-- Records supplied follows --
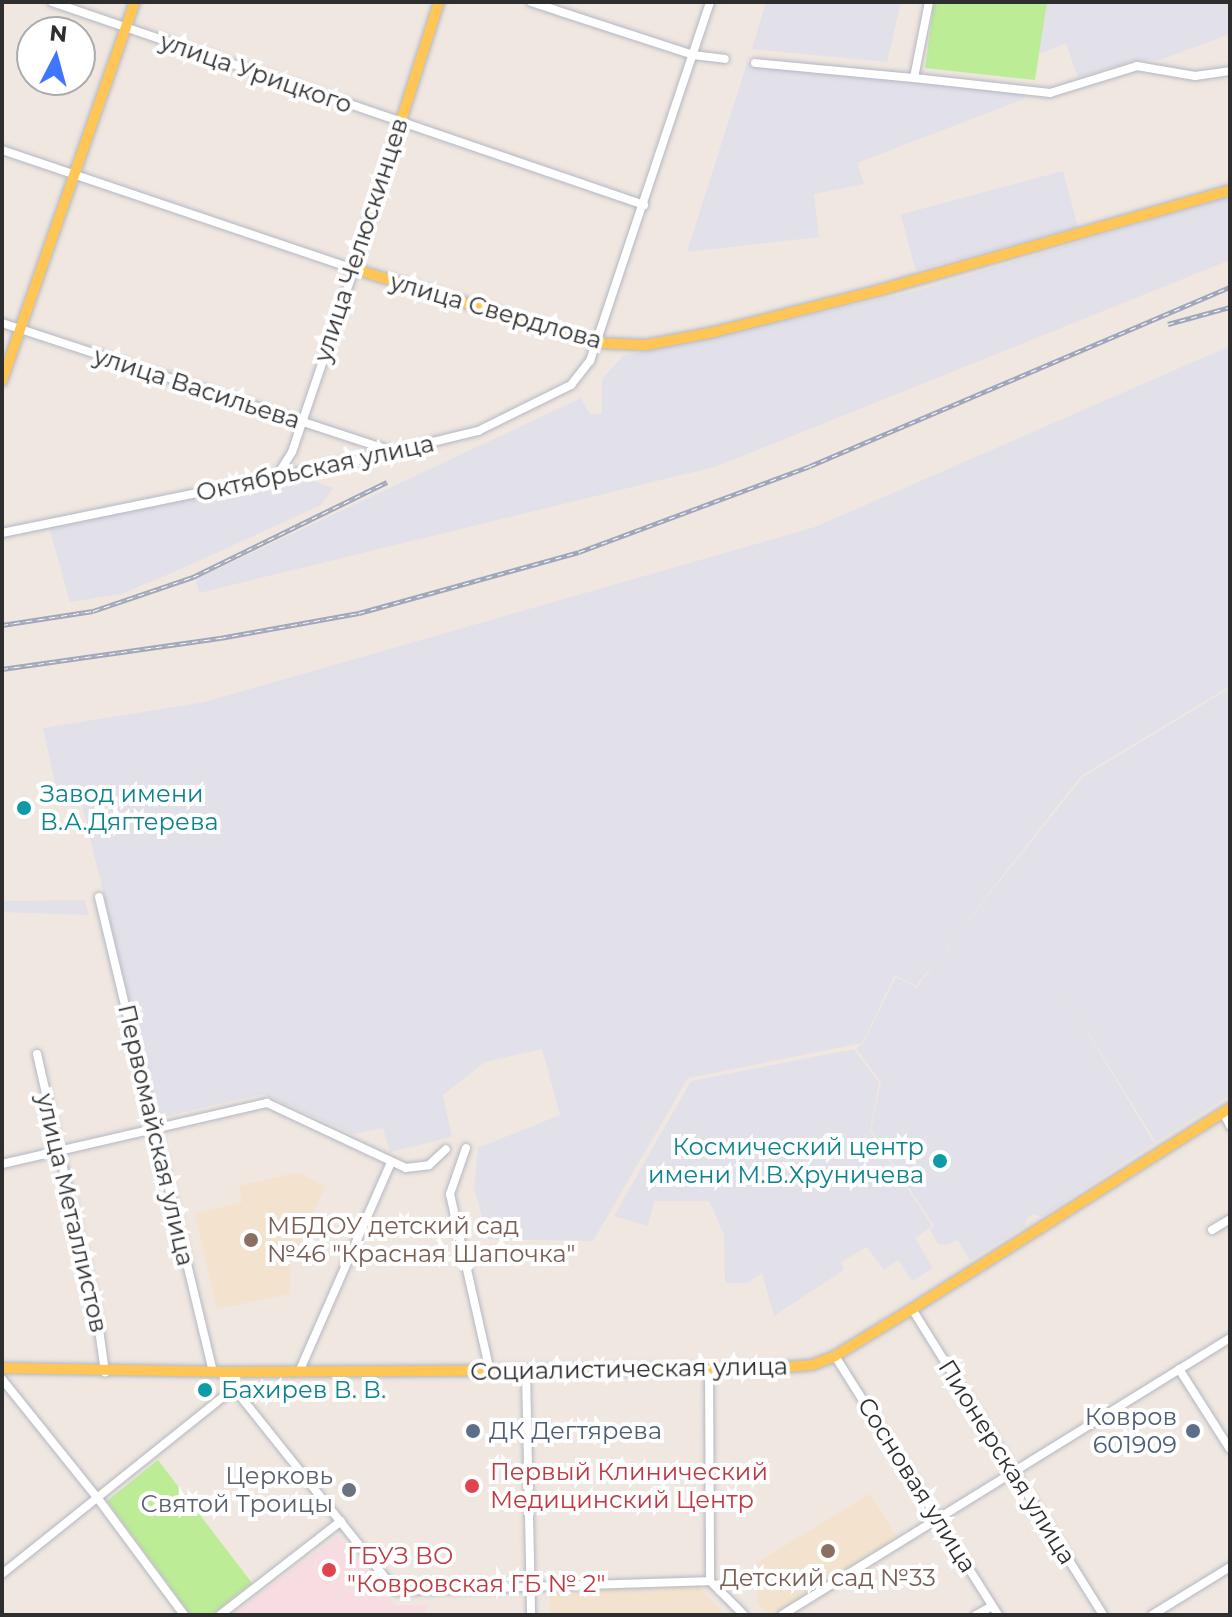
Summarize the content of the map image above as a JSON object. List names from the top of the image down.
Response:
{
  "streets": {
    "main road": ["улица Челюскинцев", "улица Свердлова", "Социалистическая улица"],
    "street": [
      "улица Урицкого",
      "улица Васильева",
      "Октябрьская улица",
      "Первомайская улица",
      "улица Металлистов",
      "Пионерская улица",
      "Сосновая улица"
    ]
  },
  "crossings": [
    ["улица Урицкого", "улица Челюскинцев"],
    ["улица Урицкого", "Октябрьская улица"],
    ["улица Челюскинцев", "улица Свердлова"],
    ["улица Челюскинцев", "улица Васильева"],
    ["улица Челюскинцев", "Октябрьская улица"],
    ["улица Свердлова", "Октябрьская улица"],
    ["улица Васильева", "Октябрьская улица"],
    ["Первомайская улица", "Социалистическая улица"],
    ["улица Металлистов", "Социалистическая улица"],
    ["Социалистическая улица", "Пионерская улица"],
    ["Социалистическая улица", "Сосновая улица"]
  ],
  "places": [
    "Завод имени В.А.Дягтерева",
    "Космический центр имени М.В.Хруничева",
    "МБДОУ детский сад №46 \"Красная Шапочка\"",
    "Бахирев В. В.",
    "ДК Дегтярева",
    "Ковров 601909",
    "Первый Клинический Медицинский Центр",
    "Церковь Святой Троицы",
    "Детский сад №33",
    "ГБУЗ ВО \"Ковровская ГБ № 2\""
  ],
  "north": "top"
}
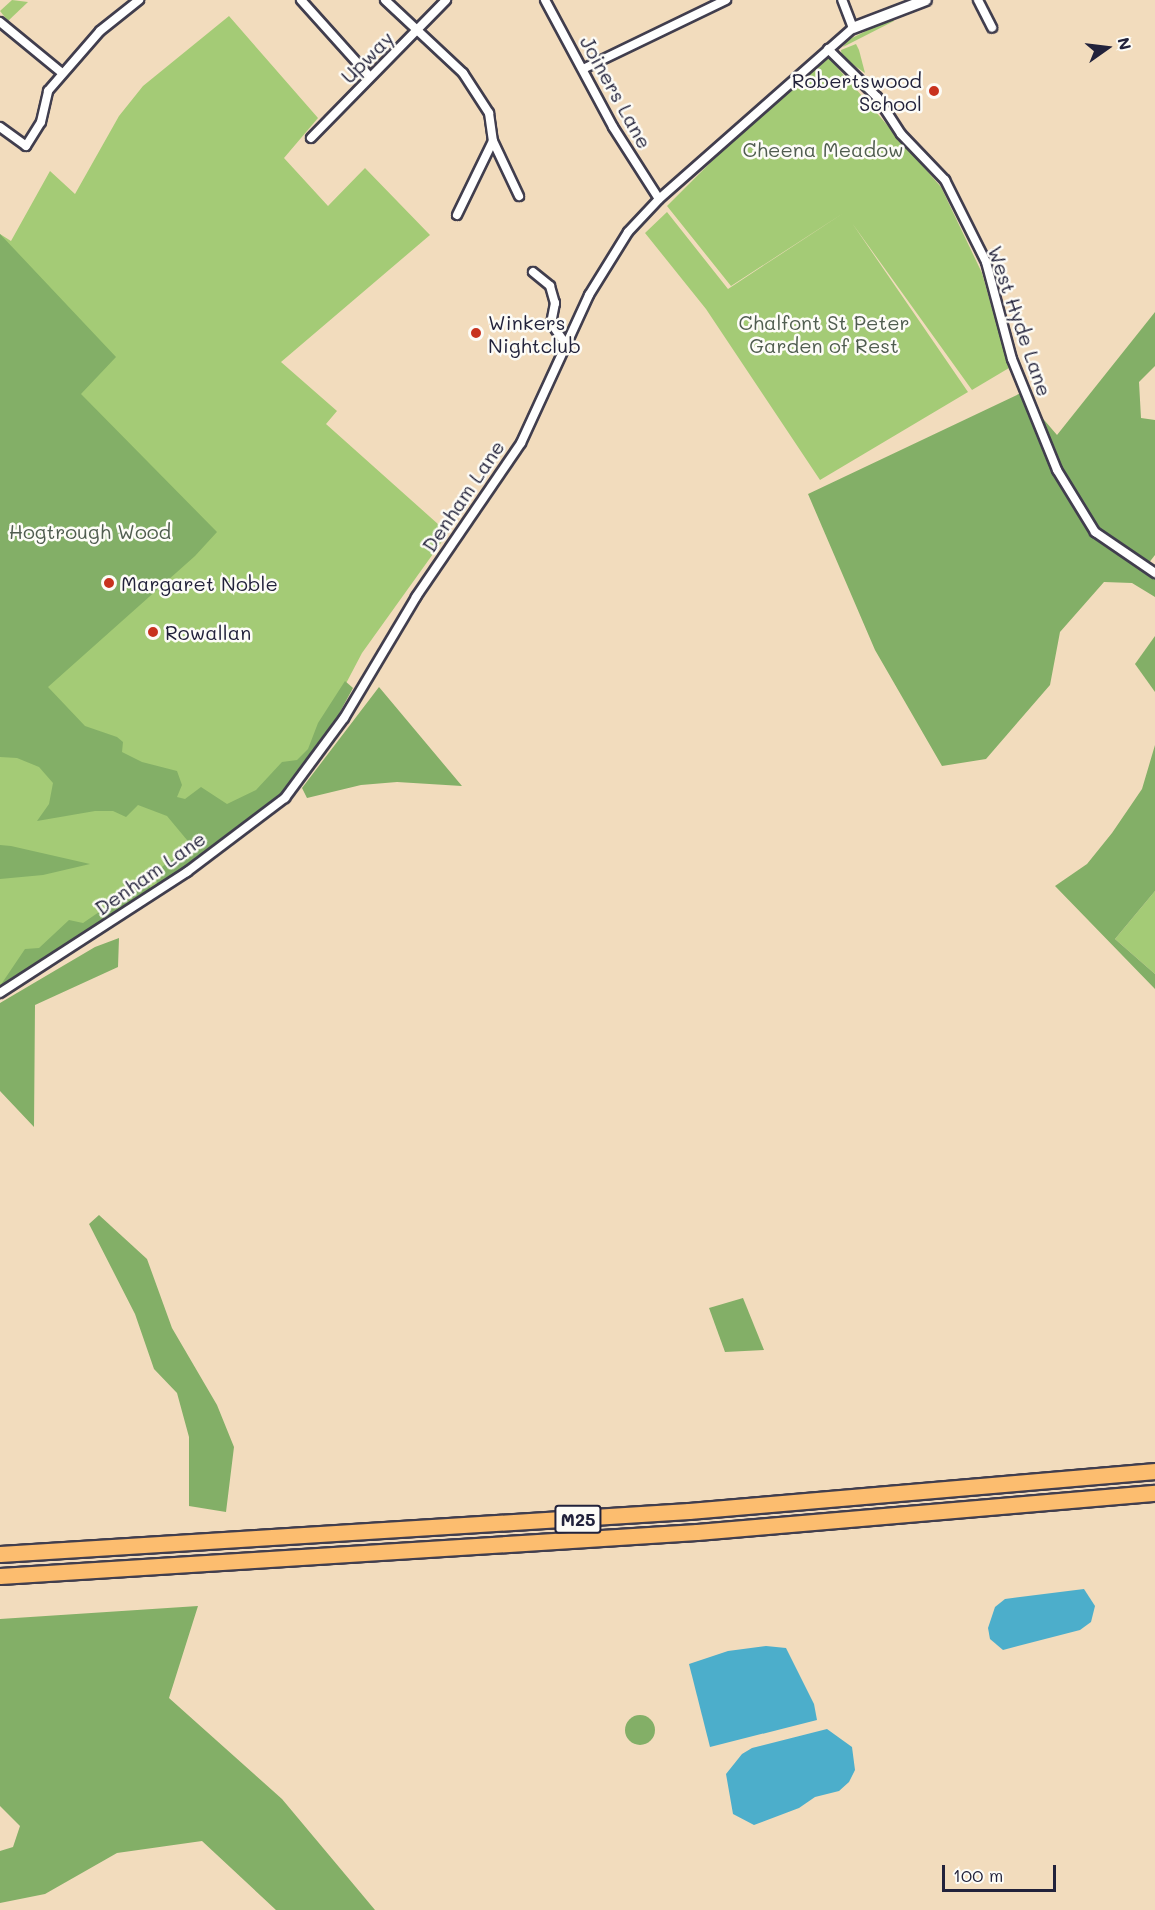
-- Records supplied concluded --
-- Problem --
Whichever lines of the records above hold the word "Социалистическая" should all be copied out.

-- Exercise solution --
    "main road": ["улица Челюскинцев", "улица Свердлова", "Социалистическая улица"],
    ["Первомайская улица", "Социалистическая улица"],
    ["улица Металлистов", "Социалистическая улица"],
    ["Социалистическая улица", "Пионерская улица"],
    ["Социалистическая улица", "Сосновая улица"]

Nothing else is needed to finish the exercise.